Records to process »
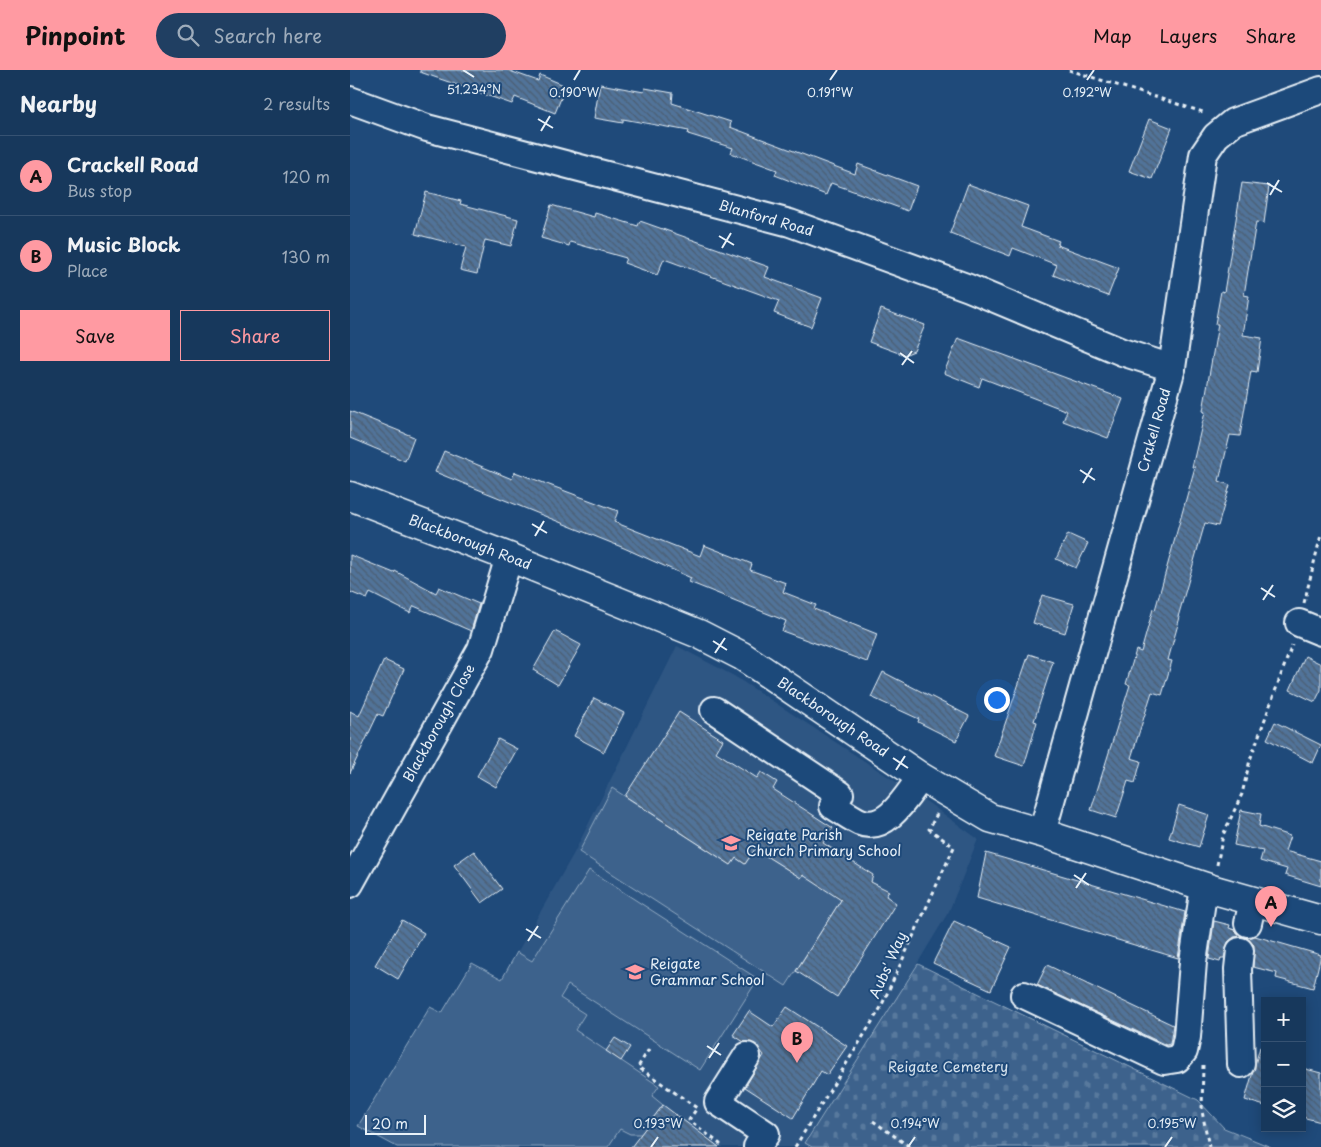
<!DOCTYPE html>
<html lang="en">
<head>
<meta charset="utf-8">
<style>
  :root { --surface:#17385c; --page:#203f62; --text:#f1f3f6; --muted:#9eacbb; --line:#365272; --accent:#ff9aa2 }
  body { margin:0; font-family:"Playpen Sans",sans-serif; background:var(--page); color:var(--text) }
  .controls { position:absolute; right:15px; bottom:15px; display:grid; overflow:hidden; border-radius:0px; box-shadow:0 2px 12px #0003 }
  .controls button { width:45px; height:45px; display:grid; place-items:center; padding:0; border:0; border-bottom:1px solid var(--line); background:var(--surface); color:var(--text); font:25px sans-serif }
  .scale { position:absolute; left:15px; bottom:12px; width:61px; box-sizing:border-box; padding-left:5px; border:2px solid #e8f1f8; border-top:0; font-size:14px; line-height:18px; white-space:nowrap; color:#e8f1f8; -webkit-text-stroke:4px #1f4a7a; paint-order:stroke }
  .you { position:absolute; left:646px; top:629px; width:18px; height:18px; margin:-12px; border:4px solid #fff; border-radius:50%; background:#1a73e8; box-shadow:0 0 0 8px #1a73e833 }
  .badge { display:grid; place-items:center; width:32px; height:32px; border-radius:50%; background:var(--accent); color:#111; font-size:16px; font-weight:700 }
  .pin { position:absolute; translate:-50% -41px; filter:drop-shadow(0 1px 2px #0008) }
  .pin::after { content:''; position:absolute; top:26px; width:18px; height:15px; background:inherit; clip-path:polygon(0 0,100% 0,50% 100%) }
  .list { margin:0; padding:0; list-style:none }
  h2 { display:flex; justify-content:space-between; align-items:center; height:65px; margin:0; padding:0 20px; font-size:21px }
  h2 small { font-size:16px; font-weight:400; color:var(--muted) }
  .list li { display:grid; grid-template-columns:32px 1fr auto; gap:15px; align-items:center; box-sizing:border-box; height:80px; padding:0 20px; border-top:1px solid var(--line) }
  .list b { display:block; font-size:19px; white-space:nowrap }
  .list p { margin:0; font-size:16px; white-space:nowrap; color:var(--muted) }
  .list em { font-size:16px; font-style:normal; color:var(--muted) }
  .actions { display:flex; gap:10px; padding:15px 20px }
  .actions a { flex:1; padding:11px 0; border:1px solid var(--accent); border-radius:0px; text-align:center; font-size:18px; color:var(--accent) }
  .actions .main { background:var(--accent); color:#111 }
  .icon { flex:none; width:28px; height:28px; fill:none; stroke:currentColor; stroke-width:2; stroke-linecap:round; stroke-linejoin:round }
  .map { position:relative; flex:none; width:971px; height:1077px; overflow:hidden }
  header { display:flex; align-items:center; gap:30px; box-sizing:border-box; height:70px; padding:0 25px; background:var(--accent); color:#111 }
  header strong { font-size:24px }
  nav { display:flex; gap:28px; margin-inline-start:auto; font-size:18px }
  .search { width:350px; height:45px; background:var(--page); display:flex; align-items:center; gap:12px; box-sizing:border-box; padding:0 18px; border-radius:28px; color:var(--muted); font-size:19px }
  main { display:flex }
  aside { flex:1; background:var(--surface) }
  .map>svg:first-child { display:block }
</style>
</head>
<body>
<header>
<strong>Pinpoint</strong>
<div class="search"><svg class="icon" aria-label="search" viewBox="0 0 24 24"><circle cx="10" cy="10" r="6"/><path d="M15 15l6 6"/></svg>Search here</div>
<nav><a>Map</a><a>Layers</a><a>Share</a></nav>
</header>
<main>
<aside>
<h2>Nearby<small>2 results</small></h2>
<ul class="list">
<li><span class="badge">A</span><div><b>Crackell Road</b><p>Bus stop</p></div><em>120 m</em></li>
<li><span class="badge">B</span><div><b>Music Block</b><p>Place</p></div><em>130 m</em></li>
</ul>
<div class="actions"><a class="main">Save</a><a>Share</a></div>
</aside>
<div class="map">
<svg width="971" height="1077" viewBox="0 0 971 1077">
  <defs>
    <pattern id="cemetery-stones" width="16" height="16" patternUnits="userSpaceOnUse" patternTransform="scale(1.25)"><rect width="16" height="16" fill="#3c628c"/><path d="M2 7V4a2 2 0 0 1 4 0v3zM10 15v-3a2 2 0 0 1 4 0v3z" fill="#58799d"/></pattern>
    <pattern id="building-back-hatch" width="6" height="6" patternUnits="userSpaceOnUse" patternTransform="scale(1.25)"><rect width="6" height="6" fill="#517399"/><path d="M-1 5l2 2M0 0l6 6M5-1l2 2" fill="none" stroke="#4c5e72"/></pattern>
  </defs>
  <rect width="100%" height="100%" fill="#1f4a7a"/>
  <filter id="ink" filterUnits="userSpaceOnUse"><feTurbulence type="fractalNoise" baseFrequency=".02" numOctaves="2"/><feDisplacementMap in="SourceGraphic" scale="10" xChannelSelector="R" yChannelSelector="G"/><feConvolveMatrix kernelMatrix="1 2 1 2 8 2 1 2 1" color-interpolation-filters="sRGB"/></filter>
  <g filter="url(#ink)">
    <!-- built -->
    <polygon fill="#2e5683" points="327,576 384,606 577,732 628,769 599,841 525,964 455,1072 462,1077 47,1077 8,1056 80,937 92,943 122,893 152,909 224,783"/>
    <!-- green -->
    <g fill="#3c628c" stroke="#92aac2">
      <polygon points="262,718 381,795 386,788 395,794 405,779 451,808 463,789 491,830 436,916 229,782"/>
      <polygon points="239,800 408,909 350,1000 218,915 210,928 235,944 225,960 309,1016 302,1026 313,1035 291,1064 280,1064 270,1059 258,1077 47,1077 8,1056 80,937 92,943 122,893 152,909 167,882 182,891"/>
    </g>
    <!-- cemetery -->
    <polygon fill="url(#cemetery-stones)" stroke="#92aac2" points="568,894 848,1030 874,1058 921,1077 462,1077 455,1073"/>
    <!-- building -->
    <g fill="url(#building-back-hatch)" stroke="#e8f1f8">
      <polygon points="70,0 157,0 188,11 190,5 216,16 205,43 165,27 162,34 70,2"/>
      <polygon points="250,14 294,22 295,18 323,23 322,33 381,52 380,57 505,104 508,94 567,116 558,141 481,113 476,125 425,105 427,100 381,83 383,78 338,64 339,61 273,49 273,53 244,48"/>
      <polygon points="799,49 822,58 802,109 779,101"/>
      <polygon points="892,113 919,116 914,153 906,152 894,225 899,226 893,265 912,268 907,302 901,301 890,366 880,365 869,411 880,415 868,456 855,453 828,547 830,547 818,590 822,591 812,625 802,622 781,688 791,691 785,713 778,711 766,748 741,740 780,615 776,614 786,580 791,582 803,539 805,540 845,397 842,397 855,342 853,341 868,254 865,254 871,221 874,222"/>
      <polygon points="618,114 678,136 671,157 709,171 707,175 769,198 758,226 703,205 707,195 663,178 660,186 600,163"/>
      <polygon points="76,122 111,131 110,134 168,149 161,176 135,170 127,204 110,200 116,177 65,164"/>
      <polygon points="201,135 244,147 245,143 288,156 290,151 419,197 415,207 472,228 461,257 424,243 429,231 314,189 307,205 274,193 276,188 220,172 219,176 191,168"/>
      <polygon points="531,239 575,255 564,281 554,285 519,272"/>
      <polygon points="608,268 773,329 758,368 713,351 717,341 632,308 629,317 594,303"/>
      <polygon points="0,341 64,367 55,391 0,368"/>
      <polygon points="94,381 162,409 165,402 268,441 264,452 350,486 354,475 402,494 400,500 436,513 433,522 466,535 464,539 527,564 517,592 432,561 436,551 339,512 341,508 274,478 85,402"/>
      <polygon points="718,464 738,473 726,498 706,489"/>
      <polygon points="0,485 44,503 45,501 86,523 89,517 129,534 121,561 64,536 60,543 20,523 17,529 0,522"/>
      <polygon points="692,525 724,534 715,563 683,553"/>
      <polygon points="205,561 231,575 208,615 183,600"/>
      <polygon points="679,584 703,592 684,651 687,652 674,696 644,686"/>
      <polygon points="955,586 971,594 971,620 965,632 940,620"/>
      <polygon points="34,590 54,599 33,646 28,644 0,703 0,641 9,646"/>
      <polygon points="533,602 619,646 606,671 568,652 569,649 521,627"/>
      <polygon points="244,628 274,643 254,682 224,666"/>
      <polygon points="329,642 373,670 366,682 407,708 411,702 427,712 423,719 483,758 473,773 523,805 521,812 539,821 536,826 546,833 487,927 446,901 491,830 453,805 451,808 405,779 395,794 386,788 381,795 275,726"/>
      <polygon points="925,652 971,675 963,693 917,669"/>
      <polygon points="148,669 167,679 146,717 127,706"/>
      <polygon points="829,735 859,745 849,777 819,768"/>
      <polygon points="891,740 911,744 909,756 940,766 935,781 971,791 971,816 935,805 937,799 910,791 913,781 884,775"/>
      <polygon points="124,781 152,819 132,833 104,795"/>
      <polygon points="636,783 835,842 828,888 627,828"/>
      <polygon points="52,850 74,863 48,909 25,895"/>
      <polygon points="604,851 661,877 641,920 583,893"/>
      <polygon points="864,851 880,855 879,858 885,860 892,866 884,867 878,872 874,888 871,888 870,892 859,889"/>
      <polygon points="905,866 971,885 963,918 926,908 927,903 903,897 904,875 896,868"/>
      <polygon points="697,895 823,955 820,974 816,975 687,915"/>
      <polygon points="437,937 497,976 477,1005 471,1001 443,1048 395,1017 414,985 405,974 394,972 383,965 399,941 423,957"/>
      <polygon points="265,968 280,977 271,991 256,981"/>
      <polygon points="910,977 915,978 915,1036 895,1030"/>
      <polygon points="952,998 971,1003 971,1052 952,1047"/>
      <polygon points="313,1035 369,1077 281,1077"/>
    </g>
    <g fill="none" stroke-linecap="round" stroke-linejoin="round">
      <!-- minor casing -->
      <g stroke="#e8f1f8" stroke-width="30">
        <g id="minor">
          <polyline points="0,30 77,58 440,153 619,218 772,282 822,298"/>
          <polyline points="949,553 971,562"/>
          <path d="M364,640L490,724L483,736C492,741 501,748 510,752C537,763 558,724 571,707"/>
          <polyline points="692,763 822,298 853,85 866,66 883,52 971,20"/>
          <polyline points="0,814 131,579 159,487"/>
          <polyline points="898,853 903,831"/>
          <polyline points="890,881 888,899 891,994"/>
          <polyline points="674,925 814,991 827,989 834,981 837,967 843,892 854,817"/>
          <polyline points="397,986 368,1032 416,1064 407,1077"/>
        </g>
      </g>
      <!-- major casing -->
      <g stroke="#e8f1f8" stroke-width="31">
        <polyline id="major" points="0,426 159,487 349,564 392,586 571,707 640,748 692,763 868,821 971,850"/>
      </g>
      <!-- path -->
      <g stroke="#e8f1f8" stroke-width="3" stroke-dasharray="4 4" stroke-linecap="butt">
        <polyline points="719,0 856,43"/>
        <polyline points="954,533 971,465"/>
        <polyline points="867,795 873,765 892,724 900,690 942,575"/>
        <polyline points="299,979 288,997 347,1038 339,1050 370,1074 367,1077"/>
        <polyline points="853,995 852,1041 859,1077"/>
        <polyline points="523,1051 560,1077"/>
        <polyline points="445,1077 530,939 604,777 579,759 587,744"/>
      </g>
      <!-- minor -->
      <use href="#minor" stroke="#1f4a7a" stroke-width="26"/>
      <!-- major -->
      <use href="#major" stroke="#1f4a7a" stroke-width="28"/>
    </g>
  </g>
  <!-- ticks -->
  <path fill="none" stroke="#e8f1f8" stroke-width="2" d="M113,0L124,7M224,10L230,0M480,10L487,0M737,10L744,0M188,49L203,58M191,61L200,46M917,113L932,122M920,125L929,110M369,166L384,175M372,178L381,163M550,283L564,293M552,295L562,281M730,400L745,410M733,413L742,398M182,454L197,463M185,466L194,451M911,518L925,527M913,530L923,515M363,571L377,580M365,583L375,568M543,688L558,698M546,700L555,686M724,805L739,815M726,818L736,803M176,859L191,868M178,871L188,856M357,976L371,985M359,988L369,973M301,1077L308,1067M558,1077L565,1067M815,1077L822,1067"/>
  <!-- icons -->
  <defs>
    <g id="school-bare" transform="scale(1.5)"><path d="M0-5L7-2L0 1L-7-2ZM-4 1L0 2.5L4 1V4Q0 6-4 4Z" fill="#ff9aa2" stroke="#1f4a7a" stroke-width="2.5" paint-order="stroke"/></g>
  </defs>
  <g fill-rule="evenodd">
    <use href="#school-bare" x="381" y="773"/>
    <use href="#school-bare" x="285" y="902"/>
  </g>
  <g text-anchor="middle" stroke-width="4" stroke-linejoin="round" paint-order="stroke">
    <!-- street labels -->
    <g font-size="14" fill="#e8f1f8" stroke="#1f4a7a">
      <text transform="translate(416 148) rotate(16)" y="5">Blanford Road</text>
      <text transform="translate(804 360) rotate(-74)" y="5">Crakell Road</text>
      <text transform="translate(120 472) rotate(21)" y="5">Blackborough Road</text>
      <text transform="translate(483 647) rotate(34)" y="5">Blackborough Road</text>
      <text transform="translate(89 653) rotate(-61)" y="5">Blackborough Close</text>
      <text transform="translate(538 895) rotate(-66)" y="5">Aubs' Way</text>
    </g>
    <!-- poi labels -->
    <g font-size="14" fill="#e8f1f8" stroke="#1f4a7a" text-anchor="start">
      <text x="396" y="770">Reigate Parish<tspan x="396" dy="16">Church Primary School</tspan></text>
      <text x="300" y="899">Reigate<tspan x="300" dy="16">Grammar School</tspan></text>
    </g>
    <!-- park labels -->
    <g font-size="14" fill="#d7e3ed" stroke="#1f4a7a">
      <text x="598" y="1002">Reigate Cemetery</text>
    </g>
  </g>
  <g font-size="12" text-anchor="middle" fill="#e8f1f8" stroke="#1f4a7a" stroke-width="4" stroke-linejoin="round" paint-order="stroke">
    <text x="124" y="24">51.234°N</text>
    <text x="224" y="27">0.190°W</text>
    <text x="737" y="27">0.192°W</text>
    <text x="480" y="27">0.191°W</text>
    <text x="308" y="1058">0.193°W</text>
    <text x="565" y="1058">0.194°W</text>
    <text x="822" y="1058">0.195°W</text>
  </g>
</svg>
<div class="controls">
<button>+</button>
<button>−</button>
<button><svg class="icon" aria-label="layers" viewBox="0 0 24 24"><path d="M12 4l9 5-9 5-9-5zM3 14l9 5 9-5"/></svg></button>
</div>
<div class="scale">20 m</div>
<div class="you"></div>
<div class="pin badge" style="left:921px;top:857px">A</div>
<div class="pin badge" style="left:447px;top:993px">B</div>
</div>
</main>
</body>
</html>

Work required » Each line above that contains the string "aside" should be copied.

Answer to this exercise »
  aside { flex:1; background:var(--surface) }
<aside>
</aside>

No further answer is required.